#### Records for this task

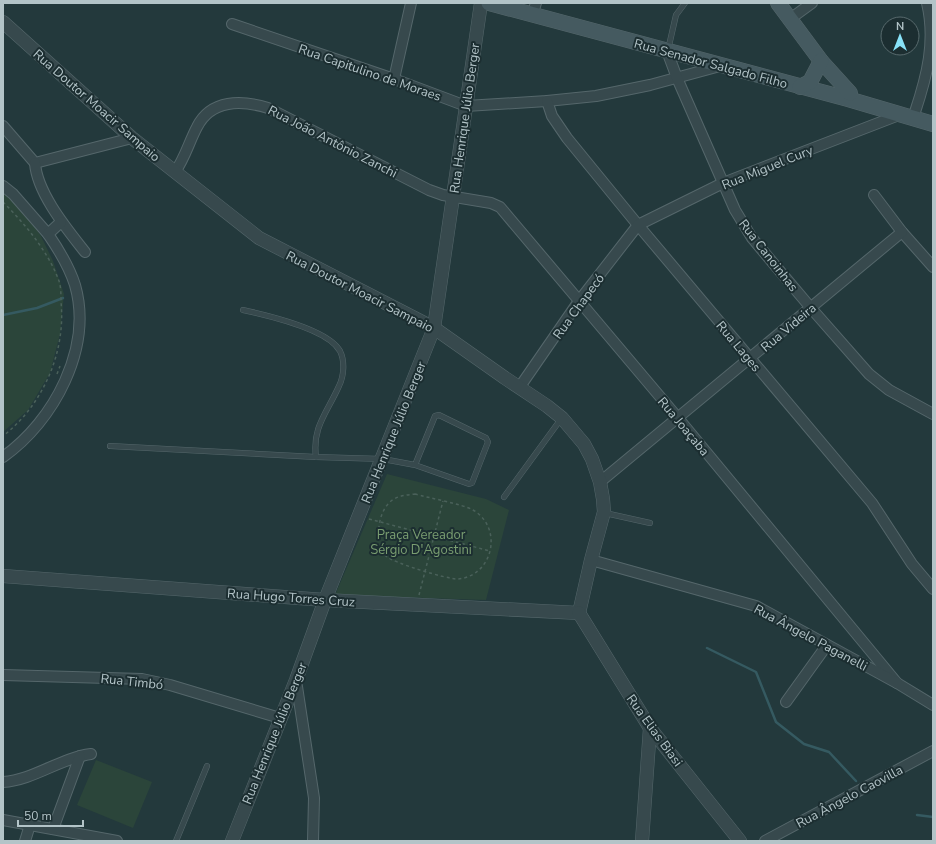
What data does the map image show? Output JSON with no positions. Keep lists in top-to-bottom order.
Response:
{
  "streets": {
    "main road": ["Rua Senador Salgado Filho"],
    "street": [
      "Rua Capitulino de Moraes",
      "Rua Doutor Moacir Sampaio",
      "Rua Henrique Júlio Berger",
      "Rua João Antônio Zanchi",
      "Rua Miguel Cury",
      "Rua Canoinhas",
      "Rua Chapecó",
      "Rua Videira",
      "Rua Lages",
      "Rua Joaçaba",
      "Rua Hugo Torres Cruz",
      "Rua Ângelo Paganelli",
      "Rua Timbó",
      "Rua Elias Biasi",
      "Rua Ângelo Caovilla"
    ]
  },
  "crossings": [
    ["Rua Senador Salgado Filho", "Rua Capitulino de Moraes"],
    ["Rua Senador Salgado Filho", "Rua Miguel Cury"],
    ["Rua Senador Salgado Filho", "Rua Canoinhas"],
    ["Rua Capitulino de Moraes", "Rua Henrique Júlio Berger"],
    ["Rua Capitulino de Moraes", "Rua Canoinhas"],
    ["Rua Capitulino de Moraes", "Rua Lages"],
    ["Rua Doutor Moacir Sampaio", "Rua Henrique Júlio Berger"],
    ["Rua Doutor Moacir Sampaio", "Rua João Antônio Zanchi"],
    ["Rua Doutor Moacir Sampaio", "Rua Chapecó"],
    ["Rua Doutor Moacir Sampaio", "Rua Videira"],
    ["Rua Doutor Moacir Sampaio", "Rua Hugo Torres Cruz"],
    ["Rua Doutor Moacir Sampaio", "Rua Ângelo Paganelli"],
    ["Rua Doutor Moacir Sampaio", "Rua Elias Biasi"],
    ["Rua Henrique Júlio Berger", "Rua João Antônio Zanchi"],
    ["Rua Henrique Júlio Berger", "Rua Joaçaba"],
    ["Rua Henrique Júlio Berger", "Rua Hugo Torres Cruz"],
    ["Rua Henrique Júlio Berger", "Rua Timbó"],
    ["Rua João Antônio Zanchi", "Rua Joaçaba"],
    ["Rua Miguel Cury", "Rua Canoinhas"],
    ["Rua Miguel Cury", "Rua Chapecó"],
    ["Rua Miguel Cury", "Rua Lages"],
    ["Rua Canoinhas", "Rua Videira"],
    ["Rua Chapecó", "Rua Lages"],
    ["Rua Chapecó", "Rua Joaçaba"],
    ["Rua Videira", "Rua Lages"],
    ["Rua Videira", "Rua Joaçaba"],
    ["Rua Joaçaba", "Rua Ângelo Paganelli"],
    ["Rua Hugo Torres Cruz", "Rua Elias Biasi"]
  ],
  "parks": ["Praça Vereador Sérgio D'Agostini"],
  "scale_bar": "50 m",
  "north": "top"
}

########

### What the task asks
The answer must be a single number: how many lines of the data include the string "Lages".

### Task output
5